These are all good reasons to meditate, but they are separate from the scope of this book, which presents meditation in the original sense, the way it has been historically practiced: a process for spiritual growth and expression. Meditation takes the seeker inward, where mind and spirit interplay and where mystics know that Truth can be known.

This book is for you if you are spiritually curious and interested in a more disciplined spiritual exploration. It is directed to people who want to know a little more, who believe they are ready for the journey of quiet intensity that meditation will take them on.

To gather material for this book, I spoke to spiritual seekers around the United States, concentrating particularly in meditation centers and circles throughout the metropolitan Chicago area, which is blessed with a large and diverse spiritual community. Chicago is home to Sufis, Buddhists, Hindus, Christians, and Jews—the five main religious traditions represented here. It contains meditation centers, temples, monasteries, retreat houses, and many living rooms where in different ways different people come together to meditate, to worship, to study, and to explore spirituality and the way to the Divine.

In some instances, the places I visited are local centers of national networks of schools of meditation. In other cases, people meditating in Chicago-area living rooms are doing the same things they would be doing in sitting groups in San Francisco or Boston. So while the settings are unique, the experiences illustrate typical and common things in each meditation tradition.

Not everyone will have ready access to established meditation settings. Some serious meditators practice on their own, traveling occasionally to major centers for retreats or conferences. Jewish meditators, for example, have very few major U.S. centers for instruction, but circles of meditators or meditation teachers can be located by using those central resources and other sources of information about Jewish spirituality.

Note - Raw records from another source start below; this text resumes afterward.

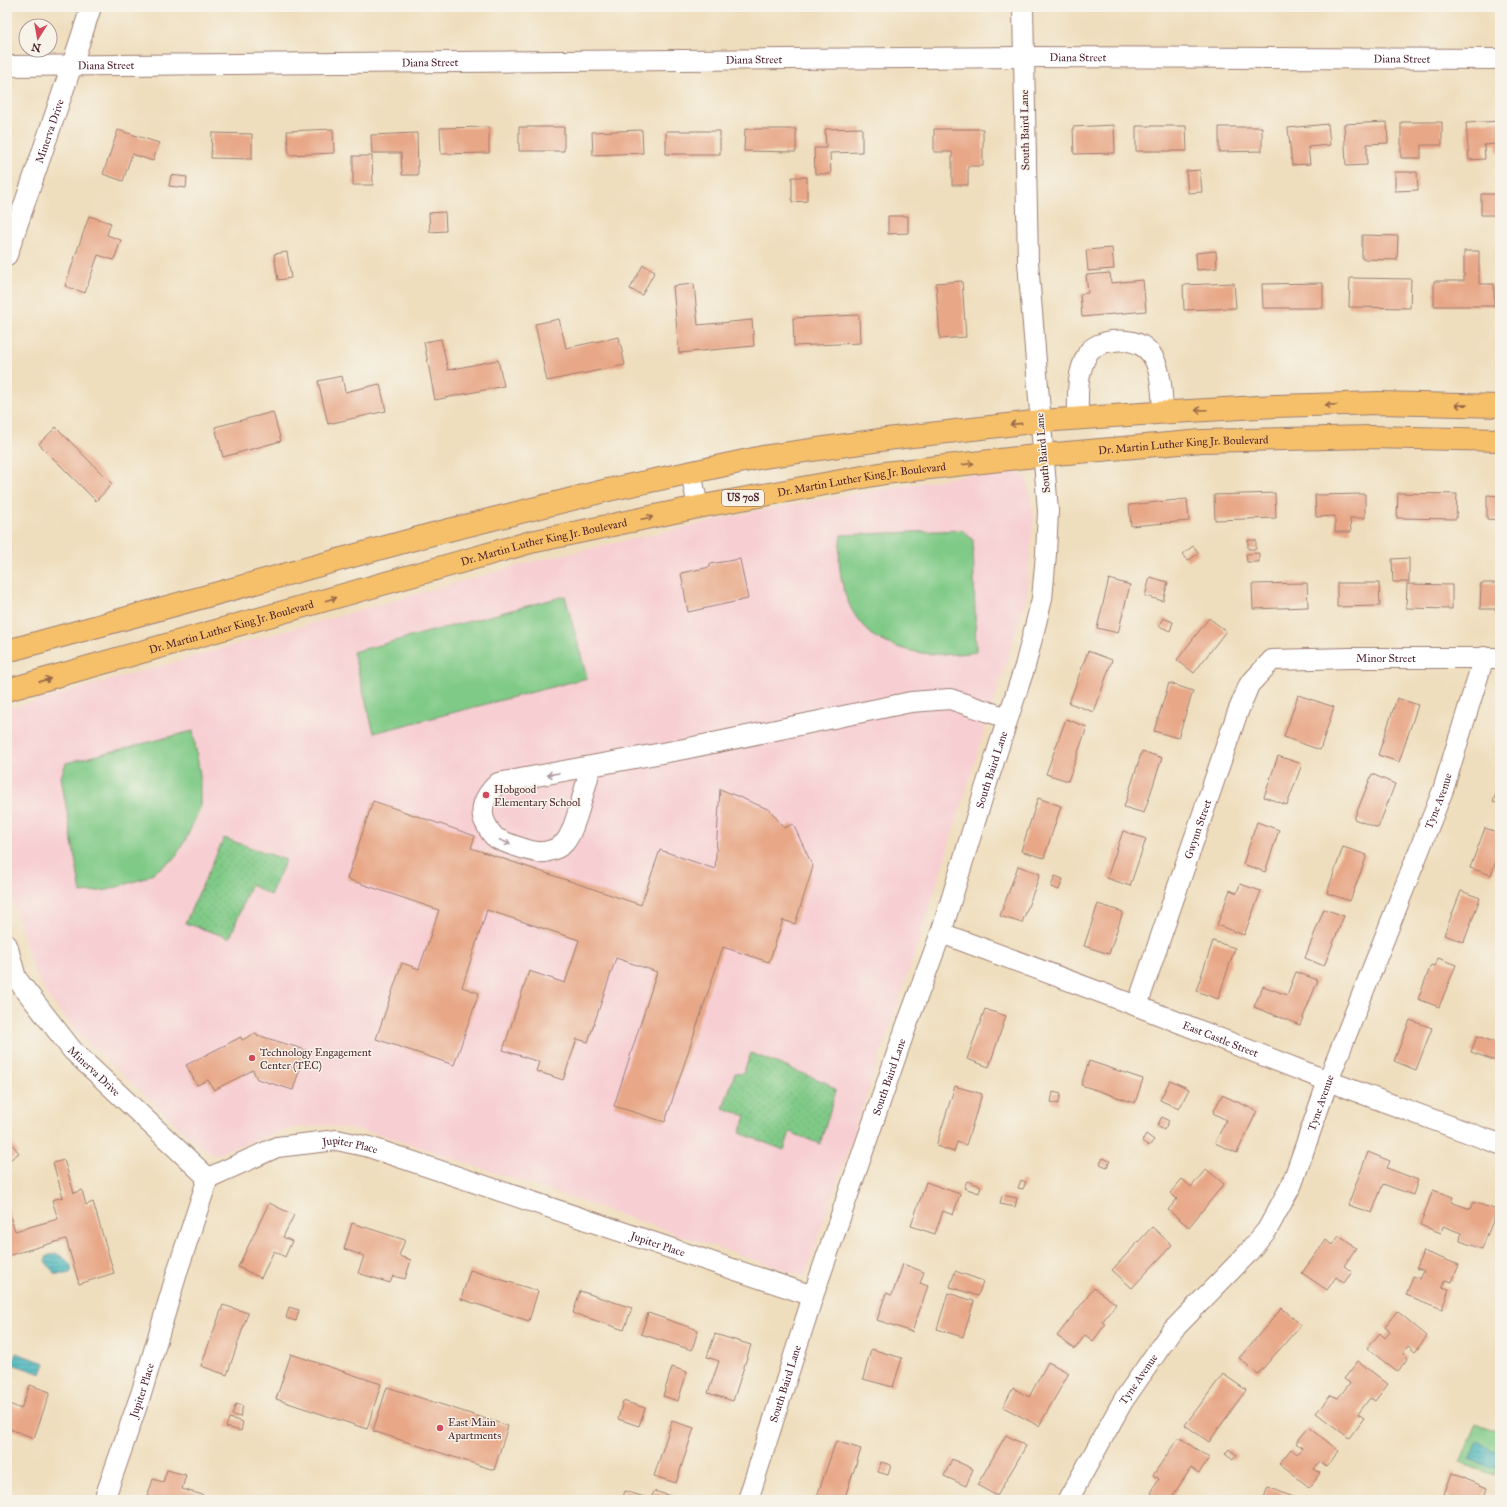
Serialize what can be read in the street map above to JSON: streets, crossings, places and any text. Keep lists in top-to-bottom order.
{
  "streets": {
    "main road": ["Dr. Martin Luther King Jr. Boulevard", "US 70S"],
    "street": [
      "Diana Street",
      "South Baird Lane",
      "Minerva Drive",
      "Minor Street",
      "Tyne Avenue",
      "Gwynn Street",
      "East Castle Street",
      "Jupiter Place"
    ]
  },
  "crossings": [
    ["Diana Street", "South Baird Lane"],
    ["Diana Street", "Minerva Drive"],
    ["South Baird Lane", "Dr. Martin Luther King Jr. Boulevard"],
    ["South Baird Lane", "East Castle Street"],
    ["South Baird Lane", "Jupiter Place"],
    ["Minerva Drive", "Jupiter Place"],
    ["Minor Street", "Tyne Avenue"],
    ["Minor Street", "Gwynn Street"],
    ["Tyne Avenue", "East Castle Street"],
    ["Gwynn Street", "East Castle Street"]
  ],
  "places": ["Hobgood Elementary School", "Technology Engagement Center (TEC)", "East Main Apartments"],
  "north": "bottom"
}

For those who may be studying the Jewish Kabbalah in Alaska or the Buddhist Dhammapada in North Dakota, books and other media, such as instructional tapes and videos, are plentiful and accessible resources. Internet access is another valuable avenue as the presence of spiritual sites on the Web becomes more common. The Web is one way of furnishing resources and also a way of building a community. Chat groups and bulletin boards can link those with common interests but disparate locations.

In this book, specialized resource lists at the end of each chapter, and a list of multitradition resources in chapter 8, include selected key works and periodicals, locations of major centers and other organizations that teach or promote meditation, and Internet-based information about meditation. None of these lists is comprehensive. They are intended only to get you started with major sources.

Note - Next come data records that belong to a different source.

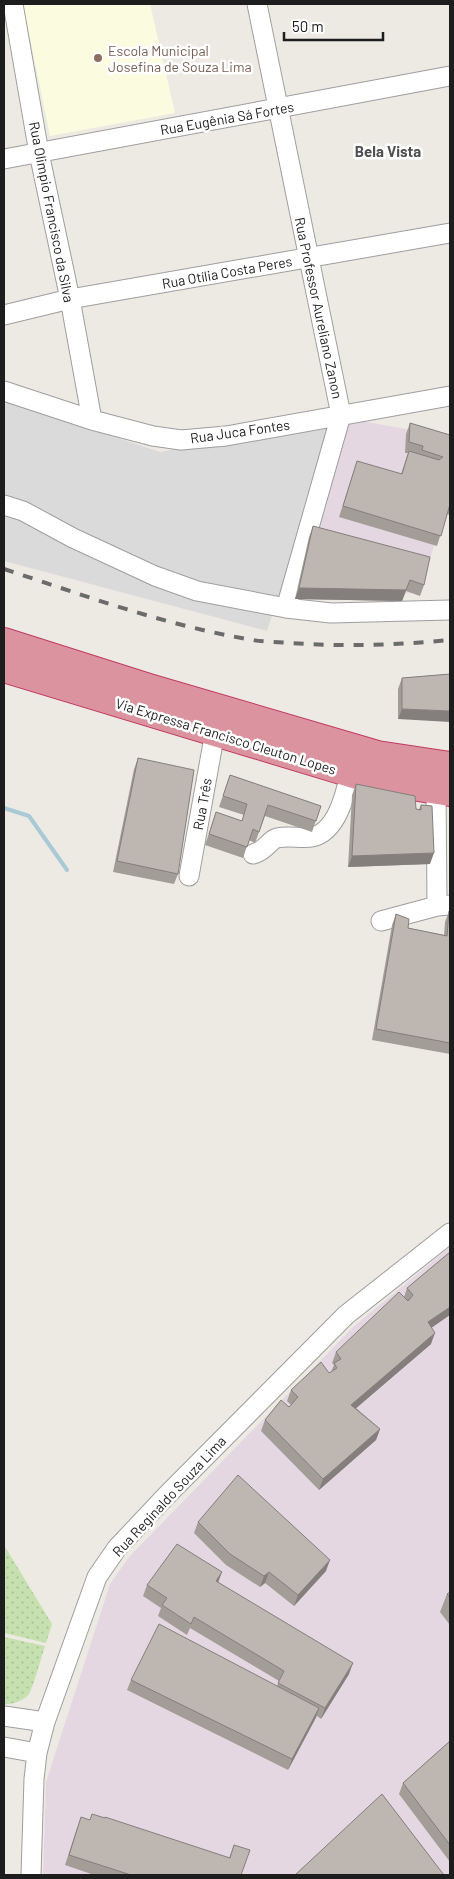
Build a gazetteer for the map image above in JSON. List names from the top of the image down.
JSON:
{
  "streets": {
    "highway": ["Via Expressa Francisco Cleuton Lopes"],
    "street": [
      "Rua Eugênia Sá Fortes",
      "Rua Olimpio Francisco da Silva",
      "Rua Otília Costa Peres",
      "Rua Professor Aureliano Zanon",
      "Rua Juca Fontes",
      "Rua Três",
      "Rua Reginaldo Souza Lima"
    ]
  },
  "crossings": [
    ["Rua Eugênia Sá Fortes", "Rua Olimpio Francisco da Silva"],
    ["Rua Eugênia Sá Fortes", "Rua Professor Aureliano Zanon"],
    ["Rua Olimpio Francisco da Silva", "Rua Otília Costa Peres"],
    ["Rua Olimpio Francisco da Silva", "Rua Juca Fontes"],
    ["Rua Otília Costa Peres", "Rua Professor Aureliano Zanon"],
    ["Rua Professor Aureliano Zanon", "Rua Juca Fontes"],
    ["Via Expressa Francisco Cleuton Lopes", "Rua Três"]
  ],
  "districts": ["Bela Vista"],
  "places": ["Escola Municipal Josefina de Souza Lima"],
  "scale_bar": "50 m"
}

In observing, researching, and practicing meditation, I have tried to pay attention to the similarities and differences in who meditates, why they meditate, and what they do. Some of the similarities across paths, techniques, and experiences are striking. The meditators I met had some traits and desires in common. Perhaps as you begin this journey, you can recognize yourself among those already traveling.

Who Meditates?

Not everyone is drawn to meditation. Some people don’t want to sit still or don’t think they can. Many people are impatient, results oriented, or make decisions based on bottom-line or cost-benefit calculations. Meditation is slow and involves opening up, rather than closing in on a goal. Many meditative paths ask you to give up a goal and experience detachment. Meditation focuses on a receding horizon, and the question When do we get there? is better posed on a vacation trip than on a spiritual journey.

Many of the meditators I met told me that they consciously set themselves on a new spiritual path because of dissatisfaction with the religion—or in a few instances, the lack of religion—of their childhood. They were missing some important spiritual element in their lives. Some of them were put off by what they perceived as rigidity, punitiveness, or irrelevance of the beliefs and practices they were first taught. They found rote beliefs or holiday religion insubstantial and incapable of answering deeper questions.

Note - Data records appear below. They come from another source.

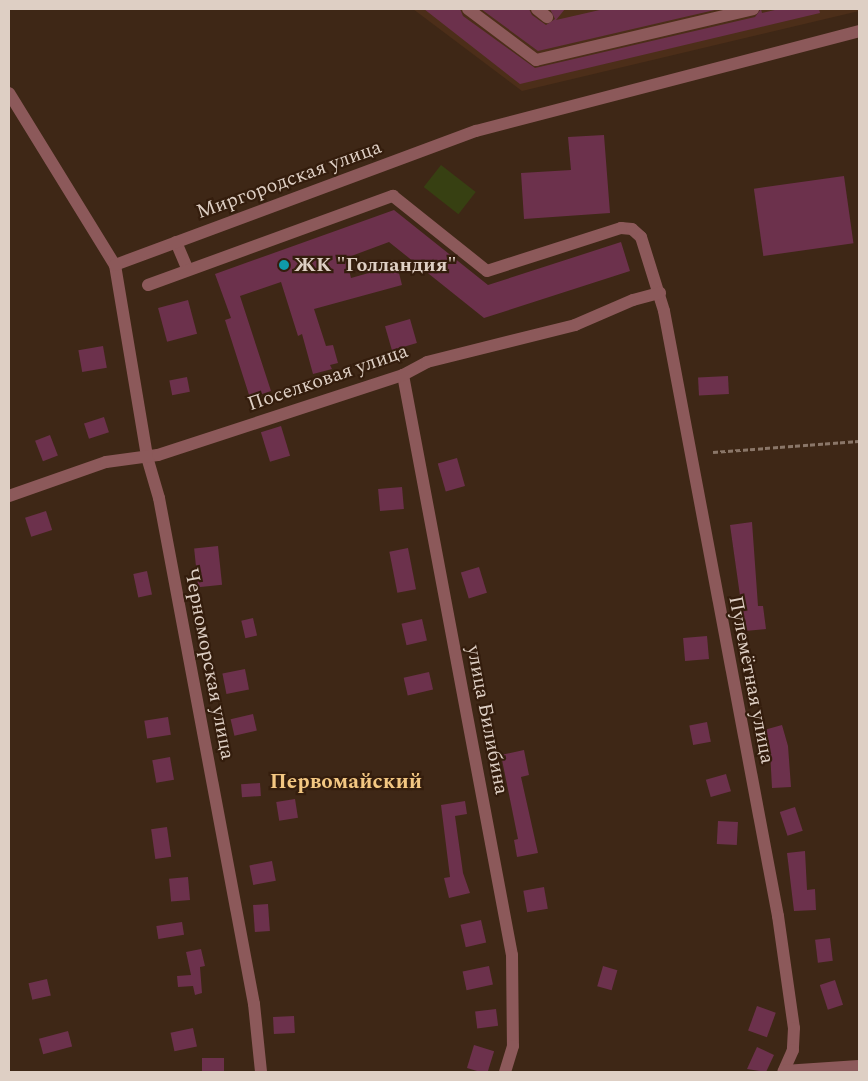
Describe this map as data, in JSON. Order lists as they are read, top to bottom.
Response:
{
  "streets": {
    "street": [
      "Миргородская улица",
      "Поселковая улица",
      "Черноморская улица",
      "Пулемётная улица",
      "улица Билибина"
    ]
  },
  "crossings": [
    ["Миргородская улица", "Черноморская улица"],
    ["Поселковая улица", "Черноморская улица"],
    ["Поселковая улица", "Пулемётная улица"],
    ["Поселковая улица", "улица Билибина"]
  ],
  "districts": ["Первомайский"],
  "places": ["ЖК \"Голландия\""]
}
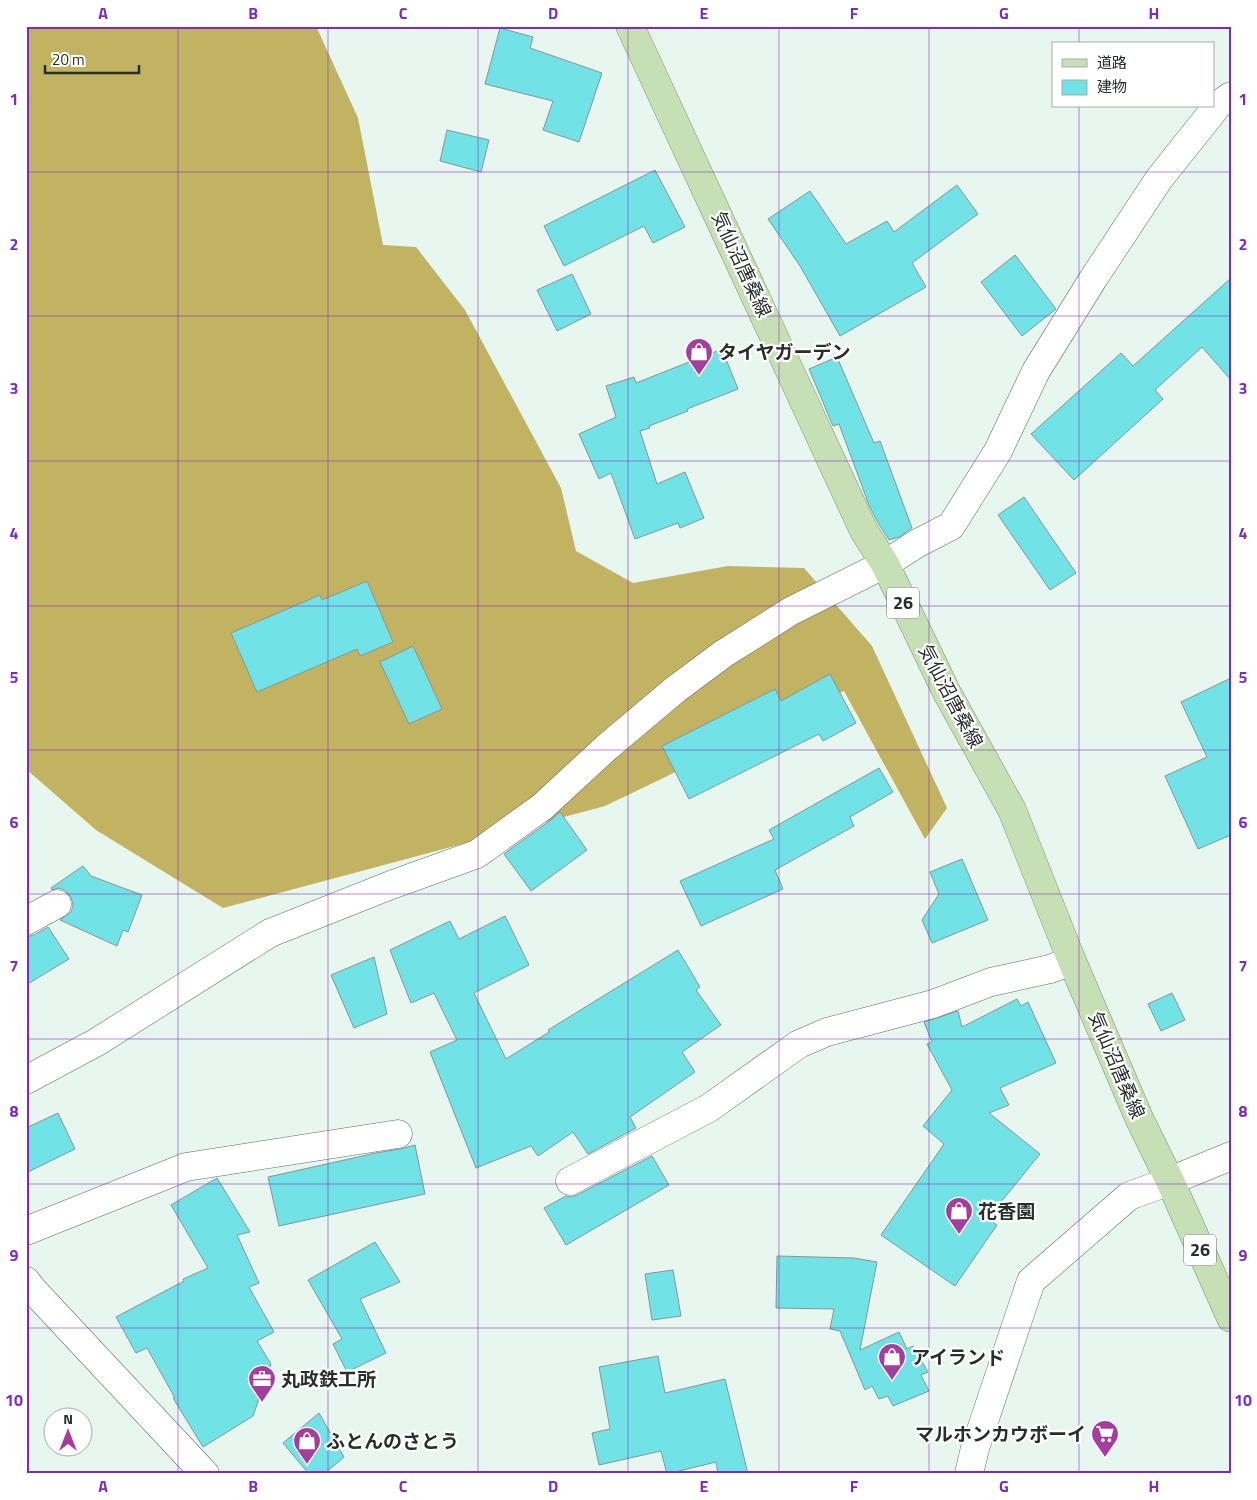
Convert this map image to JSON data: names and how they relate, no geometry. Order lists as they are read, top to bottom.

Not everyone who meditates comes to it from spiritual rebellion, however. Some have stayed within the spiritual tradition in which they were raised. Yet they sought a renewed and deeper understanding of their tradition and a revitalized, more meaningful practice. Their religion met their spiritual needs in an enriched way because of what meditation added: a sense of quiet, immediate, and unmediated connection, and greater depth. Meditation made the tradition alive.

Many meditators also told me that meditation satisfied a longstanding inclination or penchant. I’ve always had a deep calling or attraction for the contemplative life, said one woman, who had spent six years in a Catholic convent. Another man dated his curiosity about Buddhism back to a high school history project about Buddhist sculpture, which fascinated him.

A number of people I met became acquainted with other religious and spiritual paths in the course of their education. Some of them studied world religions or comparative religions in college; a number of those drawn to Buddhism began their practice during that time of exposure, in very early adulthood, when people are often consciously constructing adult identities.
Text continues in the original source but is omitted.